The matrix \(A\), given by \(A=\begin{pmatrix}1&-1&0&2\\3&-1&4&0\\5&-8&-6&19\\-2&3&2&-7\end{pmatrix}\), represents a transformation from \(\mathbb{R}^4\) to \(\mathbb{R}^4\).

(i) Find the rank of \(A\) and show that \(\left\{\begin{pmatrix}2\\2\\-1\\0\end{pmatrix},\begin{pmatrix}1\\3\\0\\1\end{pmatrix}\right\}\) is a basis for the null space of the transformation.

(ii) Show that if \(A\mathbf{x}=p\begin{pmatrix}1\\3\\5\\-2\end{pmatrix}+q\begin{pmatrix}-1\\-1\\-8\\3\end{pmatrix}\), where \(p\) and \(q\) are given real numbers, then \(\mathbf{x}=\begin{pmatrix}p+2\lambda+\mu\\q+2\lambda+3\mu\\-\lambda\\\mu\end{pmatrix}\), where \(\lambda\) and \(\mu\) are real numbers.

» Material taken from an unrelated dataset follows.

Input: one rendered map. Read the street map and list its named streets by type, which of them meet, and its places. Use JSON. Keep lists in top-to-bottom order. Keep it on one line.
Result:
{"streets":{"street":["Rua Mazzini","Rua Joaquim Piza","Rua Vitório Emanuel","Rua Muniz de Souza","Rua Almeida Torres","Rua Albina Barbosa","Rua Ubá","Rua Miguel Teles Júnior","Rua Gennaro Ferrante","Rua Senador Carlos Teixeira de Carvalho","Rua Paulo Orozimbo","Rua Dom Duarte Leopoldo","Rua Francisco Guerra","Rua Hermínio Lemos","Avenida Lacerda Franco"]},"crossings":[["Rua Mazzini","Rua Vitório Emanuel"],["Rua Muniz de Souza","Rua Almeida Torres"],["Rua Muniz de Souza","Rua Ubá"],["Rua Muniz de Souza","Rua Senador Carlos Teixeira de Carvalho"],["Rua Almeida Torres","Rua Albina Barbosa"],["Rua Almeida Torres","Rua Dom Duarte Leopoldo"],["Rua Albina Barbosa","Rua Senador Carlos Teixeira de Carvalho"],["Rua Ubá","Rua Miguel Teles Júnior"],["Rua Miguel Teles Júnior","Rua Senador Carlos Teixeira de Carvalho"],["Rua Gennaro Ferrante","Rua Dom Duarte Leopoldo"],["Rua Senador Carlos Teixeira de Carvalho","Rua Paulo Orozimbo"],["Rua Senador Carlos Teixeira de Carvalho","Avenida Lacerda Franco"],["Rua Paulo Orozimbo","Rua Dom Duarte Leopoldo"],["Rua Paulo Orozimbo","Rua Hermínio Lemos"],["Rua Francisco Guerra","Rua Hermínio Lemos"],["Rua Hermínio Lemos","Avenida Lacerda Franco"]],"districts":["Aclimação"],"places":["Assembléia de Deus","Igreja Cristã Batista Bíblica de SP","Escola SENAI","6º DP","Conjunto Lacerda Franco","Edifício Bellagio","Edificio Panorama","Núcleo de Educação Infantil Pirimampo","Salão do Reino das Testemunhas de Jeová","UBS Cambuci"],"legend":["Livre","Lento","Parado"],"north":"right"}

(iii) Find the values of \(p\) and \(q\) such that \(p\begin{pmatrix}1\\3\\5\\-2\end{pmatrix}+q\begin{pmatrix}-1\\-1\\-8\\3\end{pmatrix}=\begin{pmatrix}3\\7\\18\\-7\end{pmatrix}\).

(iv) Find the solution of \(A\mathbf{x}=\begin{pmatrix}3\\7\\18\\-7\end{pmatrix}\) of the form \(\mathbf{x}=\begin{pmatrix}4\\9\\m\\n\end{pmatrix}\), where \(m\) and \(n\) are positive integers to be found.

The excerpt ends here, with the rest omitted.